_What this task involves_: Every line below that has the string "white" adds one to the count. Give that count by itself.
━━━━━ Data provided
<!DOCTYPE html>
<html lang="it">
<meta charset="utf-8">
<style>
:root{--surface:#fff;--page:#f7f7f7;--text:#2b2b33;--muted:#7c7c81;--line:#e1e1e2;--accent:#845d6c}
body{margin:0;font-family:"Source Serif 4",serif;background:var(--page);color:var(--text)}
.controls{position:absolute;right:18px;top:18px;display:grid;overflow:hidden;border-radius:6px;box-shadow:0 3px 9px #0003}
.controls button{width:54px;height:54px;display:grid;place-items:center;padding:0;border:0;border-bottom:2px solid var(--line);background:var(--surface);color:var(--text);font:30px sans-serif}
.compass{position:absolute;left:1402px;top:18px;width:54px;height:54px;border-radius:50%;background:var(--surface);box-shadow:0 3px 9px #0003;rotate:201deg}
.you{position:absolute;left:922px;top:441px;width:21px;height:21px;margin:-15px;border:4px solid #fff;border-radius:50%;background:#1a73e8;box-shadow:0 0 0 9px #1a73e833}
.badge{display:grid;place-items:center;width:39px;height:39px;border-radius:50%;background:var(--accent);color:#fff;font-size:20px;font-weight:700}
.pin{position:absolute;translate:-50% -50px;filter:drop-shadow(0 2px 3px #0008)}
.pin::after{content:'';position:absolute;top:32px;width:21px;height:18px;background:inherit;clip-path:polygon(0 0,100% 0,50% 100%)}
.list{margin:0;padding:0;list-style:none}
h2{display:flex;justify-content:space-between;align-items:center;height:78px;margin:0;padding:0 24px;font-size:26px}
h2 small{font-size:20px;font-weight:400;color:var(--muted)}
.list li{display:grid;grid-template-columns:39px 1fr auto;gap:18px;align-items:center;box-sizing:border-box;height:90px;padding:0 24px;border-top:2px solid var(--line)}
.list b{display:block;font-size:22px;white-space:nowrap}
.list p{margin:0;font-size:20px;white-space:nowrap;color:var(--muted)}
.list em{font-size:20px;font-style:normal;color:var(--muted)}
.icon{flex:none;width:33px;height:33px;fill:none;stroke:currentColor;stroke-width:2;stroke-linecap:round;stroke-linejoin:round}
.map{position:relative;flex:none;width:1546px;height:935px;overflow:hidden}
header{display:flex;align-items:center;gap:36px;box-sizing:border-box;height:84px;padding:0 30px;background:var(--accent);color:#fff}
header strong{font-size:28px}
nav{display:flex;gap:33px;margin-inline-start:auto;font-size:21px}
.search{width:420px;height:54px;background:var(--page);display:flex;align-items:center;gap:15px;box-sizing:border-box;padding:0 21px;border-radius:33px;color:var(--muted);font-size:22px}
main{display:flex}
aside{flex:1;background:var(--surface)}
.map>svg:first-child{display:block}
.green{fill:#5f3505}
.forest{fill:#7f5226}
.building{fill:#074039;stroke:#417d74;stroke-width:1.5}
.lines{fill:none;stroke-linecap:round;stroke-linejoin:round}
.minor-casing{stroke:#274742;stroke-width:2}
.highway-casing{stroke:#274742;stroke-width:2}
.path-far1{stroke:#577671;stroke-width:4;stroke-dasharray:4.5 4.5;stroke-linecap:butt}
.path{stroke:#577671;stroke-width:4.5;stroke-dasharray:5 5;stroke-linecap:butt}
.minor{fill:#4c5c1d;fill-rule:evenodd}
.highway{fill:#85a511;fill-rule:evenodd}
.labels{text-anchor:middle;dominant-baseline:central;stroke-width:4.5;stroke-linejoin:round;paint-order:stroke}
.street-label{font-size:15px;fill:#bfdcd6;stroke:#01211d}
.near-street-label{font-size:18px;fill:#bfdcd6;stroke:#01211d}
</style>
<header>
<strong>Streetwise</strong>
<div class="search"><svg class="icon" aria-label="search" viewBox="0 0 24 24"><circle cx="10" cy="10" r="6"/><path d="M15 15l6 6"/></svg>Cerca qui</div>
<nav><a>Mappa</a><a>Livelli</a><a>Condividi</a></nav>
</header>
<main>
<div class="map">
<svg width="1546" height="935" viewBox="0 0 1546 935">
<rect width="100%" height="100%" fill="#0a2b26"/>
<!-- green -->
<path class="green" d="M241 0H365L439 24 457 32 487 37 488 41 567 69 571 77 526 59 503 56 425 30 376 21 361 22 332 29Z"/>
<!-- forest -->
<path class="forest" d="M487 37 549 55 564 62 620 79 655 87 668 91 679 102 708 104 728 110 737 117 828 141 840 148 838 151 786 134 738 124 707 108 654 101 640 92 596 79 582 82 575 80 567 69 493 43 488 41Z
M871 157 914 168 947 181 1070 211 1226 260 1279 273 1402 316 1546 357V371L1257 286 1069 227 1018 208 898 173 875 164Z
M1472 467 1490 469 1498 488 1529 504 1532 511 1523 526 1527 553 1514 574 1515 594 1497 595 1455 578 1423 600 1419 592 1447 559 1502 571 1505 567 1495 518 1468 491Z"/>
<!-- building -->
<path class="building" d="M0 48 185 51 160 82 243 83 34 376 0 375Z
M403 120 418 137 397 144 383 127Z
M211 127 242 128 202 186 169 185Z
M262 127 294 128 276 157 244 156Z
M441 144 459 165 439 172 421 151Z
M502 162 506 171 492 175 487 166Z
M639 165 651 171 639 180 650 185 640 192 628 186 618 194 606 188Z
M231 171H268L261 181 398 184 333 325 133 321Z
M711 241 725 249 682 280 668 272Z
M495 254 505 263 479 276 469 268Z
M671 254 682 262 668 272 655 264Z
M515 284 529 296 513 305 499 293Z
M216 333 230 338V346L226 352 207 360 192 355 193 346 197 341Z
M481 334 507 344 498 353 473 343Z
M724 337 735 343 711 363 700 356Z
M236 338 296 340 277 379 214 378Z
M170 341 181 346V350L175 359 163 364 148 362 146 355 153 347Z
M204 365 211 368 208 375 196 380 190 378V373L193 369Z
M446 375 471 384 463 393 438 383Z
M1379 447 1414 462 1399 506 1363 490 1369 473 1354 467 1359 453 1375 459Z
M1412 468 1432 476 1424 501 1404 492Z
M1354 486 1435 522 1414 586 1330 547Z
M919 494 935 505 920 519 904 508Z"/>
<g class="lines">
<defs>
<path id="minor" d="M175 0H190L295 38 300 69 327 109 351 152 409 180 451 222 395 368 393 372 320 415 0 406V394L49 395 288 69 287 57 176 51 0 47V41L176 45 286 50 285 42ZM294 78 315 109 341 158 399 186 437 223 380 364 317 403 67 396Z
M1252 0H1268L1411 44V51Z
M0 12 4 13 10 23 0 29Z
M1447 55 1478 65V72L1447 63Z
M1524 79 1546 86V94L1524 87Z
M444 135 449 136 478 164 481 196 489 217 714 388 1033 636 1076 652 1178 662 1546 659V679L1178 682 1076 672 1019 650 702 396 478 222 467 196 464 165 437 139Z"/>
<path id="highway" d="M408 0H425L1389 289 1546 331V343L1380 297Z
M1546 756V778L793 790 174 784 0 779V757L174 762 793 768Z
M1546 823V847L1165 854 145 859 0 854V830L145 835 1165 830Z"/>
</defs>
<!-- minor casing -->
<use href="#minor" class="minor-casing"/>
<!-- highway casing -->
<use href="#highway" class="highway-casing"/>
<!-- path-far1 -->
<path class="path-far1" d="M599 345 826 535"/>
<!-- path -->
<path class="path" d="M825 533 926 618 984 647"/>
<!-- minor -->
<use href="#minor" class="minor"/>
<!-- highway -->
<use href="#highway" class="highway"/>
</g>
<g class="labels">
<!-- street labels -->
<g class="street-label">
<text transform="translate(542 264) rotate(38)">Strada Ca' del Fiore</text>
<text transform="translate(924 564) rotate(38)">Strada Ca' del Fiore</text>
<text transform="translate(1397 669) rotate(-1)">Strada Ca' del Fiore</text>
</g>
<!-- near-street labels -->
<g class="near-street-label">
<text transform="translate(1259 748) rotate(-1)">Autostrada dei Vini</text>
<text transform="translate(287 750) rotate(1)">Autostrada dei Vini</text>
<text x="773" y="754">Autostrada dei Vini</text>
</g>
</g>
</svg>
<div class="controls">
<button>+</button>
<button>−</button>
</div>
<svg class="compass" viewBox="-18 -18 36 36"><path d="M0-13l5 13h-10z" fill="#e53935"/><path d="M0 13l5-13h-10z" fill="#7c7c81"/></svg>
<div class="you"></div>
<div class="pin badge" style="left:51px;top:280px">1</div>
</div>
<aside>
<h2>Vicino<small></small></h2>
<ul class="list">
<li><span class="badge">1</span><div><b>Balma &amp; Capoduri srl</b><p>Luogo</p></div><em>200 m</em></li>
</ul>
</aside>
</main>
━━━━━━━━━━
_Answer_: 2